KIDNEY
Post Transplant

Patients are notified by the transplant coordinator when a kidney is available for transplant and surgery is scheduled. In the case of a living donation, the coordinator will schedule the two surgeries. After being admitted to the hospital, the patient may undergo some additional pre-operative testing and dialysis.
The transplant operation usually lasts approximately four hours. An incision is made in the lower right or left side of the abdomen above the groin. The new kidney is connected to the bladder and surrounding blood vessels. The diseased kidney is normally not removed unless there are infection risks or increased size; if not removed the diseased kidney will naturally shrink over time. A tube (foley catheter) is placed in the bladder for post-operative urine drainage.
After surgery the patient is usually taken to the Intensive Care Unit (ICU) for 24 hours then transferred to the hospital transplant unit. Sitting is restricted for 72 hours to eliminate pressure on the incision. However, the patient can get out of bed and walk with assistance. Coughing and deep breathing exercises are performed to clear the lungs. Dialysis may be necessary temporarily if the new kidney does not immediately function.
The average hospital stay is six days but varies for each individual patient. While hospitalized, the multi-disciplinary team of transplant coordinators, dietitians, social workers and support staff provide post-transplant education and support services. The patient is instructed about diet and exercise. Classes are held to teach medication usage. Discharge arrangements are also planned and may include home care, resumption of daily activities, and scheduling of follow-up clinic visits.
Post Transplant
After discharge from the hospital, activity will be limited for six to eight weeks. Mild exercise, such as walking, is encouraged but driving and strenuous exercises are prohibited. The patient must keep a daily record of temperature, intake/output, and doses and times medication is taken. Patients usually return to work within two to three months.
Infection and rejection are the main risks associated with transplants. Each transplant patient is prescribed immunosuppressive or "anti-rejection" medications. These medications prevent the body's immune system from rejecting the new transplant, known as a "rejection episode." To maximize their effectiveness, immunosuppressive medications must be taken daily throughout the patient's life. For a period of time after the transplant, patients will require routine blood tests to determine if the medication needs adjustments to prevent rejection episodes. Therefore, post-transplant patients are required to have regular follow-up visits during the first two years.

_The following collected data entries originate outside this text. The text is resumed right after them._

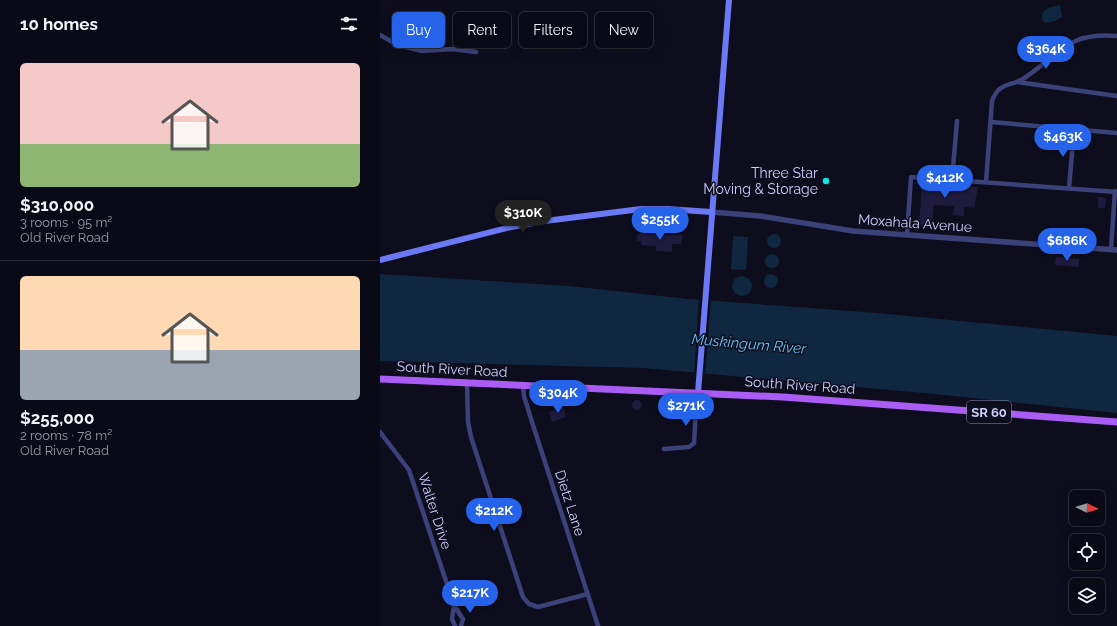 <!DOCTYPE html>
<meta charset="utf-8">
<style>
:root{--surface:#0a0a16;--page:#181823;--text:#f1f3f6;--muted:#999aa1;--line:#2a2b35;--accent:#2563eb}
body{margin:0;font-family:Raleway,sans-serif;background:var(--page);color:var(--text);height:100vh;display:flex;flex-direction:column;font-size:15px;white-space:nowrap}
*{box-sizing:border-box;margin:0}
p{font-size:13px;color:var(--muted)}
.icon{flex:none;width:22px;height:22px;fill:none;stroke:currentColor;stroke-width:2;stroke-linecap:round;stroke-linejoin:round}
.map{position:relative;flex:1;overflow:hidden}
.details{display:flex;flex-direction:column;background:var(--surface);width:380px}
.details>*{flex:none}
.guide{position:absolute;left:12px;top:12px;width:380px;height:36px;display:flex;gap:8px}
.needle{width:26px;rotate:95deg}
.fabs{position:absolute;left:689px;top:490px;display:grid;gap:8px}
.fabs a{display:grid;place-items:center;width:36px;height:36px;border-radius:6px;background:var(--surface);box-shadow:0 4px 16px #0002,0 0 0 1px var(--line);font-size:20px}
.price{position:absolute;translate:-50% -34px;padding:0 9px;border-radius:14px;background:var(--accent);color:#fff;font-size:13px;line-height:26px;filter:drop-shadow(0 1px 2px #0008)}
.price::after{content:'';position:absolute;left:50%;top:24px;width:12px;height:9px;margin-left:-6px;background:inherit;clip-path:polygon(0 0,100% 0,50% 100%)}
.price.current{background:#222;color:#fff}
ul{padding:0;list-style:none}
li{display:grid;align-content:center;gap:8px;height:212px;padding:0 20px}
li+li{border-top:1px solid var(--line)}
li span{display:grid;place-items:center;height:124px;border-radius:6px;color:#555}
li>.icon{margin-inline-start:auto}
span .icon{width:72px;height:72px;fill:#fffc;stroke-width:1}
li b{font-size:17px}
h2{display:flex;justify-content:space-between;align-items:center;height:48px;padding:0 20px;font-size:17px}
.chip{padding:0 14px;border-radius:6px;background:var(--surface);box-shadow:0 4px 16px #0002,0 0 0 1px var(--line);font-size:14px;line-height:36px}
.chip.current{background:var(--accent);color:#fff}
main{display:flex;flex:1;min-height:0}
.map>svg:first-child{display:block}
</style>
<main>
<section class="details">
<h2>10 homes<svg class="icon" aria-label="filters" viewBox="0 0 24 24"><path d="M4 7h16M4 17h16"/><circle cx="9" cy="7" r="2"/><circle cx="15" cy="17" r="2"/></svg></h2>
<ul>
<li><span style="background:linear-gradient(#f6c9c9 65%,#8fb573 0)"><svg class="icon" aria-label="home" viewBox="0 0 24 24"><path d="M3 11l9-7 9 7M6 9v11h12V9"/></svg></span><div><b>$310,000</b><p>3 rooms · 95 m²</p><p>Old River Road</p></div></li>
<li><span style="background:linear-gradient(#ffd9b3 60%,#9aa5b1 0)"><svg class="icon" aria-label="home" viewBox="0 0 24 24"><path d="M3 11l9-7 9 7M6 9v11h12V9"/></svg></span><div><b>$255,000</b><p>2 rooms · 78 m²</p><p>Old River Road</p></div></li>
</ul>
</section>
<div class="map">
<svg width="737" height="626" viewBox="0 0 737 626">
<rect width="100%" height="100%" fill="#0e0d1e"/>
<path fill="#0f2840" d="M680 5 682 17 675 21 665 23C655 12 670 6 680 5Z
M387 241a7 7 0 1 1 14 0a7 7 0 1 1-14 0Z
M353 236 368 237 366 270 351 269Z
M385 261a7 7 0 1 1 14 0a7 7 0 1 1-14 0Z
M384 281a7 7 0 1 1 14 0a7 7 0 1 1-14 0Z
M0 274 189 286 309 299 497 313 737 336V413L555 394 263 368 0 361Z
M352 286a10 10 0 1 1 20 0a10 10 0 1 1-20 0Z"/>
<path fill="#0e0d1e" d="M319 298 331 299 325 376 314 375Z"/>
<path fill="#1e1b3d" d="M542 182 598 187 594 208 584 207V216L573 215 574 206 554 205 552 223H547V226H539Z
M718 197 726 198 725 208H718Z
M258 233 302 235 301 244H292V252L276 251V246L261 245V241H257Z
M676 257 699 259V267L675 265Z
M252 405a5 5 0 1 1 10 0a5 5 0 1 1-10 0Z
M183 407 186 417 172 422 169 412Z"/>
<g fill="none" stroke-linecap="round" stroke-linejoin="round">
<path stroke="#3c417a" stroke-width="4.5" d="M0 35 18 45 42 51 72 49 96 52
M637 82 737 96
M611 122 737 133
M572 180 577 121
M606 182 612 101C619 82 629 87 643 79 680 55 685 32 737 36
M689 188 694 130
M527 234 531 177 737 192
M731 249 735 191
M87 383 88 422 91 437 143 597 149 604 158 607 208 594
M143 385 144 396 152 422 218 626
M0 432 29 470 74 605 83 619 81 626
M284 449 309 447 314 443 317 393
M74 605 72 619 75 626"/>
<path stroke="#3c417a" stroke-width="5.5" d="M331 212 380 216 473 231 737 250"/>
<path stroke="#6c79f5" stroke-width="6" d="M0 260 131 227 165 221 261 209H288L331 212
M318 393 349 0"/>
<path stroke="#a95df4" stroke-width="7" d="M0 379 403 397 737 422"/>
</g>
<circle fill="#10e5e1" stroke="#0e0d1e" stroke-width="1.5" cx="446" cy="181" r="4"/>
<g text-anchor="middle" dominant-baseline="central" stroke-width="3" stroke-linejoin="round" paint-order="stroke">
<rect fill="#0e0d1e" stroke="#9494b9" stroke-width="1" x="587" y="401" width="44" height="22" rx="3"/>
<g font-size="13" font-weight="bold" fill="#cecefc">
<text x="609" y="412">SR 60</text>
</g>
<g font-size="14" fill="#cecefc" stroke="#0e0d1e" text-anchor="end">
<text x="438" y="173">Three Star<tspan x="438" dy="16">Moving &amp; Storage</tspan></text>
</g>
<g font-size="14" fill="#cecefc" stroke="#0e0d1e">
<text transform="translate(535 223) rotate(4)">Moxahala Avenue</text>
<text transform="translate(72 369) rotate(3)">South River Road</text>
<text transform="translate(420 385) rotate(4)">South River Road</text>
<text transform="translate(190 503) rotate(72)">Dietz Lane</text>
<text transform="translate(55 511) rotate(72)">Walter Drive</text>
</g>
<g font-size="15" font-style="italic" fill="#63c3f4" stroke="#0e0d1e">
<text transform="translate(369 344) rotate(5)">Muskingum River</text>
</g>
</g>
</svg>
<div class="fabs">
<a><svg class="needle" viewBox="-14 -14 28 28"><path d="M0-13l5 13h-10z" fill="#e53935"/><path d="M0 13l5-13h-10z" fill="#999aa1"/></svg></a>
<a><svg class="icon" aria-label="locate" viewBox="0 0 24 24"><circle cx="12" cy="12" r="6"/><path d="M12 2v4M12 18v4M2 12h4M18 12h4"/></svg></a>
<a><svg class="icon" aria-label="layers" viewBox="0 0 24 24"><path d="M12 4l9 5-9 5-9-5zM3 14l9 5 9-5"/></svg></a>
</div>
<b class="price" style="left:666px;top:70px">$364K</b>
<b class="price" style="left:683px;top:158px">$463K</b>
<b class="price" style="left:565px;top:199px">$412K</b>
<b class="price current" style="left:143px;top:234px">$310K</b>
<b class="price" style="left:280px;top:241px">$255K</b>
<b class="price" style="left:687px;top:262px">$686K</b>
<b class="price" style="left:178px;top:414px">$304K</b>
<b class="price" style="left:306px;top:427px">$271K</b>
<b class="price" style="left:114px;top:532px">$212K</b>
<b class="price" style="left:90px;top:614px">$217K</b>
<div class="guide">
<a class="chip current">Buy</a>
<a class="chip">Rent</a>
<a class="chip">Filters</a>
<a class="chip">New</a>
</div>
</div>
</main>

Because post-transplant medications are designed to suppress the immune system to reduce the risk of rejection, they also increase the likelihood of infection. Immediately after discharge, it is imperative that patients avoid situations which would put them at risk for infection. This includes large crowds and contact with unhealthy individuals.
Immunosuppressive medications are vital for transplant success. However, a lifetime prescription can be financially challenging. Private insurance, Medicare, and Medicaid often cover a percentage of these costs. Our financial counselors can assist the patient with information and planning.
Our medical specialists at the Texas Transplant Institute always remain available to answer any questions and provide assistance following transplantation.